■ **WORK TO COMPLETE**
Collect every line of the records below that contains the word "strokeStyle".

Collected data
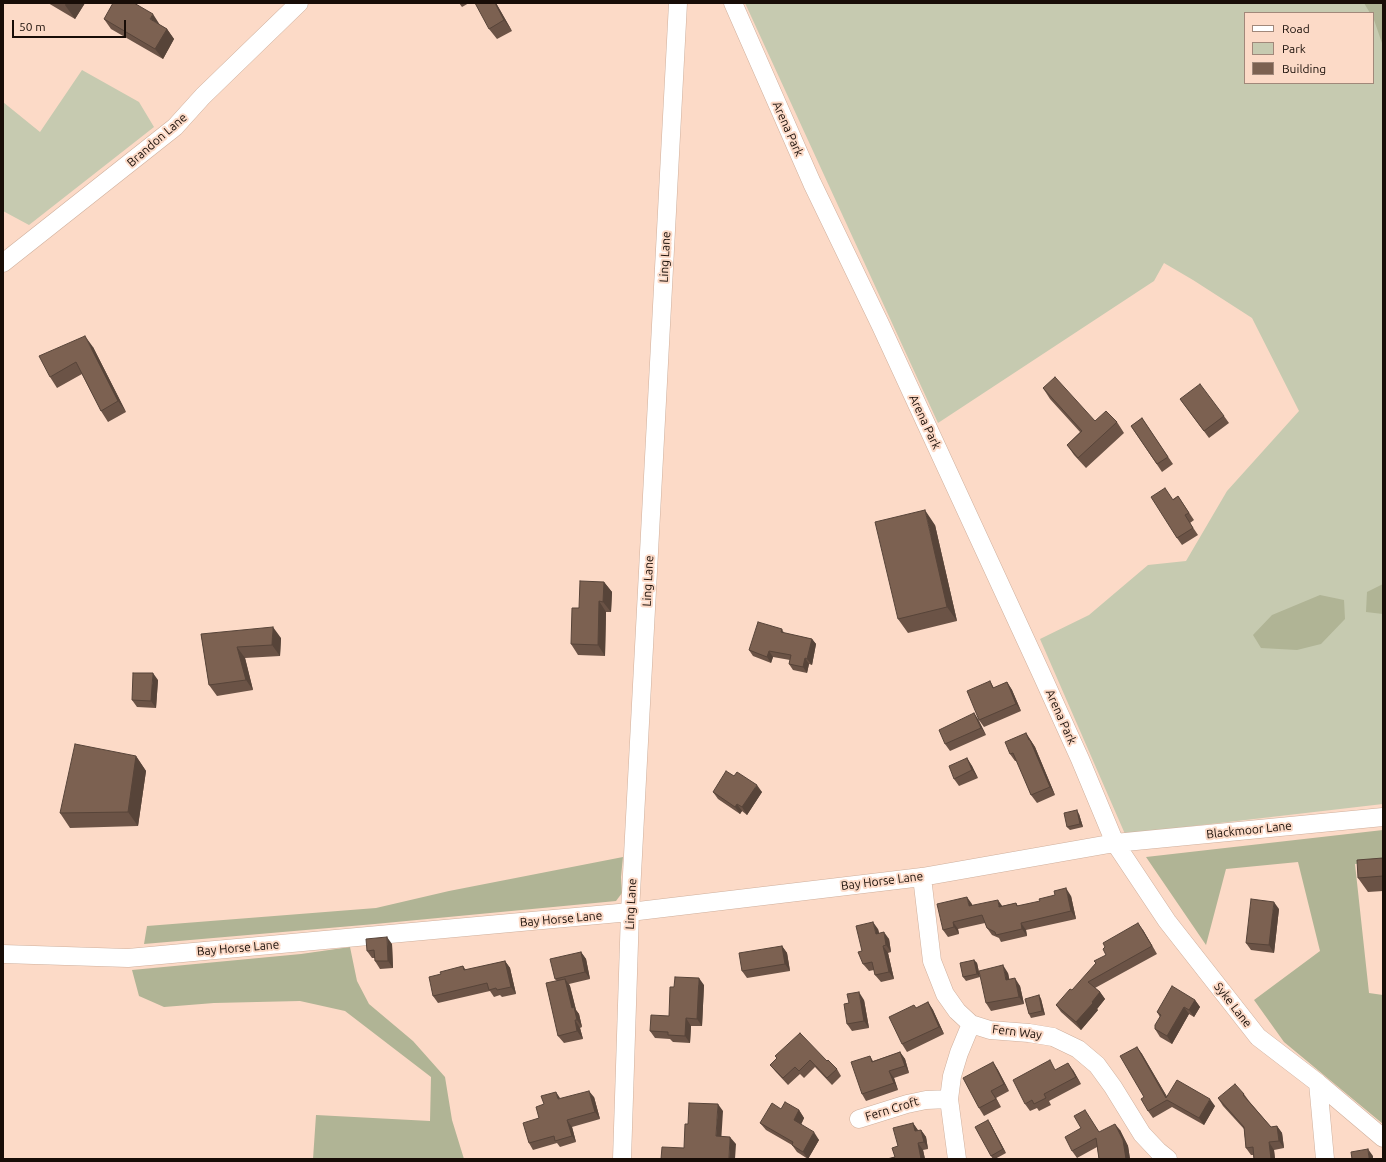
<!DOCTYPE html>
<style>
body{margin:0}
#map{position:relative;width:1386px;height:1162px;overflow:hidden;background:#fcdac7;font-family:Ubuntu,sans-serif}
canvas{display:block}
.frame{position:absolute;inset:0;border:4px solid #180d07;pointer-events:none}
.legend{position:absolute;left:1244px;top:12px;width:130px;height:72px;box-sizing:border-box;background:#fcdac7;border:1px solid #a1887a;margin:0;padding:5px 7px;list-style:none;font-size:12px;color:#180d07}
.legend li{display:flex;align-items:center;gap:8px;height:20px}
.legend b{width:20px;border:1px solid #a1887a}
.scale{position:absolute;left:12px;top:20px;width:114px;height:18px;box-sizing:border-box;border:2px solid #180d07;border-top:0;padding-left:5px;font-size:12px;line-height:14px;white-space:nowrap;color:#180d07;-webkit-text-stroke:3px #fcdac7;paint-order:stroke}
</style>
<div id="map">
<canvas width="1386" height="1162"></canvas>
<div class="frame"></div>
<ul class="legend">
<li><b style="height:5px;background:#fff"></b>Road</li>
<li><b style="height:11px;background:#c6cab0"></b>Park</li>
<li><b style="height:11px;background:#7c6151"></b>Building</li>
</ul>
<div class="scale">50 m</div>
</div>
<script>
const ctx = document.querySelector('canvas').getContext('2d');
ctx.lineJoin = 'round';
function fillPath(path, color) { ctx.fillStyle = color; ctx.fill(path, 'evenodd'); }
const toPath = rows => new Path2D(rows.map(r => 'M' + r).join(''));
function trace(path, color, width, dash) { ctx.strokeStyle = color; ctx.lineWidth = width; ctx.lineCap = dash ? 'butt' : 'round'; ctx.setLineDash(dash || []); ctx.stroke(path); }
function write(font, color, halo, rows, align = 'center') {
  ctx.font = font + ' Ubuntu,sans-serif'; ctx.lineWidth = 4; ctx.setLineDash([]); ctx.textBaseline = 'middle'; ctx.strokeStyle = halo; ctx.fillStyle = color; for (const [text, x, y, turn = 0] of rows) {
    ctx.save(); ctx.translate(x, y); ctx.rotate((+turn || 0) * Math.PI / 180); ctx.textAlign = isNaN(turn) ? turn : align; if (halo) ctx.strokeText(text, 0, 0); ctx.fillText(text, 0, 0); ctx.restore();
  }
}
const green = toPath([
 [745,3,1383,3,1383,804,1125,834,1040,639,1089,615,1148,565,1186,561,1227,491,1299,411,1252,318,1193,280,1164,263,1154,281,938,423],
 [1245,13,1373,13,1373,83,1245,83],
 [82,70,139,102,154,127,29,225,3,211,3,102,40,132]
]);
const forest = toPath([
 [1364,3,1383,3,1383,46,1373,17,1373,13,1370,13],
 [1383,584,1383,614,1366,612,1367,592],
 [1320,595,1344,600,1345,619,1321,644,1297,650,1261,648,1253,635,1272,615],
 [1383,830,1383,862,1355,864,1369,993,1383,995,1383,1124,1284,1042,1254,1000,1320,951,1298,862,1226,869,1206,945,1146,857],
 [623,857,621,877,622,893,616,901,375,924,144,944,147,926,376,908,449,891],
 [350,947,357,981,369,1004,413,1041,445,1077,452,1120,464,1159,313,1159,316,1115,430,1121,431,1077,345,1011,300,1001,214,1003,164,1007,139,996,132,970,301,954]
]);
const minor = toPath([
 [733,3,812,183,881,326,1041,673,1080,759,1115,843,1167,921,1258,1037,1318,1083,1383,1138],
 [3,263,175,127,203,96,299,3],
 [922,877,932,961,945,994,957,1011,971,1024,990,1030,1029,1033,1053,1037,1078,1049,1097,1065,1113,1087,1142,1134,1158,1151,1168,1159],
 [3,954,128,958,630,912,922,877,1115,843,1383,817],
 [1318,1083,1325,1159],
 [859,1119,907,1104,926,1100,949,1099],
 [622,1159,630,912,678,3],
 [957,1159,949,1099,952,1076,959,1053,971,1024]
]);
const wall = toPath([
 [48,3,85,3,75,19],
 [459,3,469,3,462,7],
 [496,3,512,31,497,39,489,29],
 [104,19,160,25,167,29,174,39,163,59,111,29],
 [93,347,126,412,108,422,101,411,82,374,57,388,50,377],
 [1043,388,1095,421,1117,422,1124,433,1086,468,1074,455,1067,445,1080,432,1050,399],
 [1180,399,1224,416,1229,423,1209,438],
 [1142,418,1173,464,1162,472,1131,426],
 [1178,496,1194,520,1190,523,1198,535,1182,545,1177,538,1173,499],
 [935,525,957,621,908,633,898,619],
 [604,582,612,592,611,612,606,612,605,656,578,655,571,644,579,608],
 [782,629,784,633,812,639,816,644,812,665,809,664,807,673,793,670,789,664,790,660,773,657,771,663,753,656,749,650],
 [201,634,281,638,280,656,245,658,253,690,217,696,209,685],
 [158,680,156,708,137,707,132,700],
 [990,681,994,688,1007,682,1012,690,1021,711,984,727,979,720],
 [974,713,979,721,986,735,950,751,945,744],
 [1026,733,1035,747,1055,795,1037,803,1031,795,1017,761,1015,761,1010,754],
 [136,756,146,771,138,826,70,828,60,813],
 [967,758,972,766,978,778,959,786,954,779],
 [734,776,762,792,747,815,742,811,740,814,718,799,713,792],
 [1079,814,1083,827,1070,830,1067,827],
 [1383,858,1383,891,1368,892,1358,878],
 [1071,896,1076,919,1026,930,1027,936,1001,942,999,938,992,935,987,928,985,923,958,929,959,934,948,937,943,930,972,904,972,906,1002,906,1016,903,1018,906],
 [1279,909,1274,953,1251,950,1246,943],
 [878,929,879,933,889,939,891,952,888,953,894,979,881,982,875,975,874,970,869,971,863,964,862,951],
 [1143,930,1157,954,1095,988,1100,992,1105,999,1097,1009,1098,1010,1081,1030,1061,1012,1056,1005,1072,990],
 [392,944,393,968,380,969,375,961,375,958,372,958,367,951],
 [782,946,787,953,790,971,747,978,742,971],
 [581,952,586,959,590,979,569,984,570,986,576,1010,579,1014,582,1027,580,1028,583,1039,564,1043,558,1036,557,981,555,979],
 [974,960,977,963,980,977,966,981,963,977],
 [505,961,510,968,516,994,502,997,500,995,494,997,490,991,438,1003,433,996,441,974,463,966,466,970],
 [1008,973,1009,979,1020,986,1024,1004,991,1011,986,1003],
 [704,985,702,1026,691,1026,690,1043,673,1042,670,1039,655,1038,650,1031,669,1016,674,987],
 [1039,995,1041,999,1045,1015,1031,1018,1029,1014],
 [864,1000,869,1028,852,1031,847,1024,849,1003],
 [1195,1000,1200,1007,1194,1017,1189,1014,1172,1044,1160,1037,1155,1029,1160,1017,1157,1012],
 [928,1002,933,1010,944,1034,907,1052,902,1044,917,1008],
 [1137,1047,1142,1054,1167,1097,1215,1106,1204,1125,1172,1107,1153,1118,1148,1111,1144,1097],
 [900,1052,905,1059,909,1073,894,1078,898,1090,866,1101,862,1094,870,1056,873,1061],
 [775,1056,827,1061,837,1069,841,1076,832,1085,815,1067,804,1078,800,1074,788,1085,775,1071,770,1065,777,1058],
 [993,1062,998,1070,1009,1091,996,1098,1001,1107,984,1116,979,1108],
 [1073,1070,1081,1084,1049,1101,1051,1105,1039,1111,1037,1108,1030,1111,1025,1104],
 [1244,1094,1249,1101,1271,1127,1277,1126,1282,1133,1284,1148,1274,1150,1275,1159,1254,1159,1253,1155,1251,1155,1246,1148,1244,1129,1223,1106,1218,1098],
 [594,1097,600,1119,572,1127,576,1142,560,1147,557,1143,533,1150,529,1143,560,1099],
 [781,1109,799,1110,804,1118,801,1125,819,1140,808,1159,797,1152,792,1145,766,1130,760,1123],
 [1089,1117,1099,1132,1120,1130,1128,1146,1130,1159,1099,1159,1097,1147,1077,1158,1072,1151,1081,1128],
 [913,1123,918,1131,921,1130,926,1137,928,1149,923,1150,925,1159,887,1159,895,1157,898,1146],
 [990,1123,1006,1153,995,1159,993,1159,991,1156]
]);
const shadedWall = toPath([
 [66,3,85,3,75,19,65,5],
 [495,3,496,3,512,31,504,20],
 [153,14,160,25,150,19],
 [167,29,174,39,163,59,155,49],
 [85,336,93,347,126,412,118,401],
 [925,510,935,525,957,621,947,607],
 [604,582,612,592,611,612,603,602],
 [599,601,606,612,605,656,598,645],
 [273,627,281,638,280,656,272,645],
 [812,639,816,644,812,665,807,659],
 [237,647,245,658,253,690,246,680],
 [769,651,773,657,771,663,767,657],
 [805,658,809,664,807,673,803,667],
 [153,673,158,680,156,708,151,701],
 [1007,682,1012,690,1021,711,1016,704],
 [974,713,979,721,986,735,981,728],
 [1026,733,1035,747,1055,795,1050,787],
 [136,756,146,771,138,826,128,812],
 [967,758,972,766,978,778,972,770],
 [757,785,762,792,747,815,742,807],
 [737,804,742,811,740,814,735,807],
 [1077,810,1079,814,1083,827,1080,824],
 [1066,888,1071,896,1076,919,1071,911],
 [967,897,972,904,974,914,969,906],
 [998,900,1003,907,999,907],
 [1274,902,1279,909,1274,953,1269,945],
 [873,922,878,929,881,941,876,934],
 [953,922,958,929,959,934,954,927],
 [1021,923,1026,930,1027,936,1022,929],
 [1138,923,1143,930,1157,954,1152,946],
 [884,932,889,939,891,952,886,945],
 [387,937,392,944,393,968,388,961],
 [782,946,787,953,790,971,785,964],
 [883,946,888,953,894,979,889,972],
 [581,952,586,959,590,979,585,972],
 [974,960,977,963,980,977,977,974],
 [505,961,510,968,516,994,511,987],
 [1003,965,1008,973,1011,987,1006,980],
 [699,978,704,985,702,1026,697,1019],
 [1015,978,1020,986,1024,1004,1019,997],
 [565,979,570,986,576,1010,579,1014,582,1027,577,1020,572,1008],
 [859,992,864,1000,869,1028,864,1021],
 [1100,992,1105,999,1097,1009,1098,1010,1081,1030,1076,1022],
 [1039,995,1041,999,1045,1015,1042,1011],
 [1195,1000,1200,1007,1194,1017,1189,1010],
 [928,1002,933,1010,944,1034,939,1027],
 [1184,1007,1189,1014,1172,1044,1167,1036],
 [686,1018,691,1026,690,1043,685,1036],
 [575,1020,580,1028,583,1039,577,1031],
 [1137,1047,1142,1054,1169,1100,1168,1100],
 [900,1052,905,1059,909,1073,905,1066],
 [993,1062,998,1070,1009,1091,1004,1084],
 [1068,1063,1073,1070,1081,1084,1076,1077],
 [889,1071,894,1078,898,1090,894,1083],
 [589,1091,594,1097,600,1119,595,1112],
 [991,1091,996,1098,1001,1107],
 [556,1092,560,1098,558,1099],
 [1210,1099,1215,1106,1204,1125,1199,1118],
 [718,1104,723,1111,721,1143,716,1136],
 [799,1110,804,1118,799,1128,794,1120],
 [567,1120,572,1127,576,1142,572,1136],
 [988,1120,990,1123,1006,1153,1003,1149],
 [913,1123,918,1130,920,1138,915,1131],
 [1115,1124,1120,1130,1128,1146,1130,1159,1126,1159],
 [1277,1126,1282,1133,1284,1148,1279,1141],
 [921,1130,926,1137,928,1149,924,1142],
 [814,1132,819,1140,808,1159,803,1152],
 [730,1137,736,1144,735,1159,729,1159],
 [1269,1142,1274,1150,1275,1159,1271,1159],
 [918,1143,923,1150,925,1159,921,1159],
 [1368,1149,1373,1156,1373,1159,1369,1159]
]);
const building = toPath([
 [113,3,134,3,153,14,150,19,167,29,155,49,104,19,113,3],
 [475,3,495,3,504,20,489,29,475,3],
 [85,336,118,401,101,411,76,362,50,377,39,356,85,336],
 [1055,377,1095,421,1106,411,1117,422,1078,458,1067,445,1082,431,1043,388,1055,377],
 [1200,384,1224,416,1204,431,1180,399,1200,384],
 [1142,418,1168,457,1157,464,1131,426,1142,418],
 [1165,488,1173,500,1178,496,1189,513,1185,515,1193,528,1177,538,1151,497,1165,488],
 [925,510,947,607,898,619,875,522,925,510],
 [580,581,604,582,603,602,599,601,598,645,571,644,572,608,579,608,580,581],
 [758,622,782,629,781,632,812,639,807,659,805,658,803,667,789,664,791,655,769,651,767,657,749,650,758,622],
 [273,627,272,645,237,647,246,680,209,685,201,634,273,627],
 [133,673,153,673,151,701,132,700,133,673],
 [990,681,993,688,1007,682,1016,704,979,720,967,691,990,681],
 [974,713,981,728,945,744,939,730,974,713],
 [1026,733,1029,740,1030,740,1050,787,1031,795,1013,753,1010,754,1005,742,1026,733],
 [75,744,136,756,128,812,60,813,75,744],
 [967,758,972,770,954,779,949,766,967,758],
 [726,771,734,776,737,772,757,785,742,807,737,804,735,807,713,792,726,771],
 [1077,810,1080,824,1067,827,1064,813,1077,810],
 [1383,858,1383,876,1358,878,1357,860,1383,858],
 [1066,888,1071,911,1021,923,1022,929,996,935,995,932,987,928,982,915,953,922,954,927,943,930,937,904,967,897,969,906,998,900,999,907,1016,903,1017,906,1040,901,1039,899,1055,895,1054,891,1066,888],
 [1251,899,1274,902,1269,945,1246,943,1251,899],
 [873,922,876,934,884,932,886,945,883,946,889,972,875,975,872,962,863,964,858,952,862,951,856,926,873,922],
 [1138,923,1152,946,1088,982,1100,992,1092,1002,1093,1003,1076,1022,1056,1005,1070,989,1072,990,1096,963,1094,961,1106,955,1103,949,1105,947,1103,943,1138,923],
 [387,937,388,961,375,961,374,950,367,951,366,939,387,937],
 [782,946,785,964,742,971,739,953,782,946],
 [581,952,585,972,555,979,550,959,581,952],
 [974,960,977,974,963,977,960,963,974,960],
 [505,961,511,987,497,990,496,988,489,990,487,983,433,996,429,977,441,974,440,972,463,966,464,970,505,961],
 [1003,965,1006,980,1015,978,1019,997,986,1003,979,971,1003,965],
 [675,977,699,978,697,1019,686,1018,685,1036,668,1035,668,1032,650,1031,651,1015,669,1016,670,987,674,987,675,977],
 [565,979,572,1008,574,1007,577,1020,575,1020,577,1031,558,1036,546,983,565,979],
 [1172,986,1195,1000,1189,1010,1184,1007,1167,1036,1155,1029,1155,1025,1161,1015,1157,1012,1172,986],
 [859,992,864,1021,847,1024,844,1004,849,1003,847,994,859,992],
 [1039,995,1042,1011,1029,1014,1025,999,1039,995],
 [928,1002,939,1027,902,1044,889,1017,914,1005,916,1008,928,1002],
 [800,1033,827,1061,828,1060,837,1069,827,1078,810,1060,799,1071,795,1067,783,1078,770,1065,777,1058,775,1056,800,1033],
 [1137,1047,1166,1098,1177,1080,1210,1099,1199,1118,1167,1100,1148,1111,1141,1099,1144,1097,1120,1056,1137,1047],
 [900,1052,905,1066,889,1071,894,1083,862,1094,851,1062,870,1056,872,1062,900,1052],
 [1050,1060,1055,1070,1068,1063,1076,1077,1044,1094,1046,1098,1034,1104,1032,1100,1025,1104,1013,1080,1050,1060],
 [993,1062,1004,1084,991,1091,996,1099,979,1108,963,1078,993,1062],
 [1235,1084,1244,1094,1243,1095,1271,1127,1277,1126,1279,1141,1269,1142,1271,1159,1254,1159,1253,1147,1246,1148,1244,1127,1218,1098,1235,1084],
 [589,1091,595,1112,567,1120,572,1136,555,1141,554,1136,529,1143,523,1123,539,1118,536,1107,544,1104,541,1096,556,1092,558,1099,589,1091],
 [785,1102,799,1110,794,1120,814,1132,803,1152,792,1145,793,1142,760,1123,772,1103,781,1109,785,1102],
 [689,1103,718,1104,716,1136,730,1137,729,1159,661,1159,662,1147,684,1148,685,1124,688,1124,689,1103],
 [1085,1110,1099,1132,1115,1124,1123,1140,1126,1159,1099,1159,1096,1138,1072,1151,1065,1137,1081,1128,1074,1116,1085,1110],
 [988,1120,1003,1149,991,1156,975,1127,988,1120],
 [913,1123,915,1131,921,1130,924,1142,918,1143,921,1159,887,1159,895,1157,892,1148,898,1146,893,1128,913,1123],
 [1368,1149,1369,1159,1352,1159,1351,1152,1368,1149]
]);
const streetNames = [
 ["Arena Park",788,129,66],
 ["Brandon Lane",157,140,-41],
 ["Ling Lane",665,257,-87],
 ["Arena Park",925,422,65],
 ["Ling Lane",648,581,-87],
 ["Arena Park",1061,717,66],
 ["Blackmoor Lane",1249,830,-6],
 ["Bay Horse Lane",882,881,-7],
 ["Ling Lane",631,904,-87],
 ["Bay Horse Lane",561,919,-5],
 ["Bay Horse Lane",238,948,-5],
 ["Syke Lane",1233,1005,52],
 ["Fern Way",1017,1032,7],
 ["Fern Croft",892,1109,-17]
];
fillPath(green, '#c6cab0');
fillPath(forest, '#b0b495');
trace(minor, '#cfaf9c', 19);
trace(minor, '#fff', 18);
fillPath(wall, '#6b5346');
fillPath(shadedWall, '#574439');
fillPath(building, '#7c6151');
trace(building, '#574439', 1);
write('12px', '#180d07', '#fcdac7', streetNames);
</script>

■ **OUTPUT OF THE EXERCISE**
function trace(path, color, width, dash) { ctx.strokeStyle = color; ctx.lineWidth = width; ctx.lineCap = dash ? 'butt' : 'round'; ctx.setLineDash(dash || []); ctx.stroke(path); }
  ctx.font = font + ' Ubuntu,sans-serif'; ctx.lineWidth = 4; ctx.setLineDash([]); ctx.textBaseline = 'middle'; ctx.strokeStyle = halo; ctx.fillStyle = color; for (const [text, x, y, turn = 0] of rows) {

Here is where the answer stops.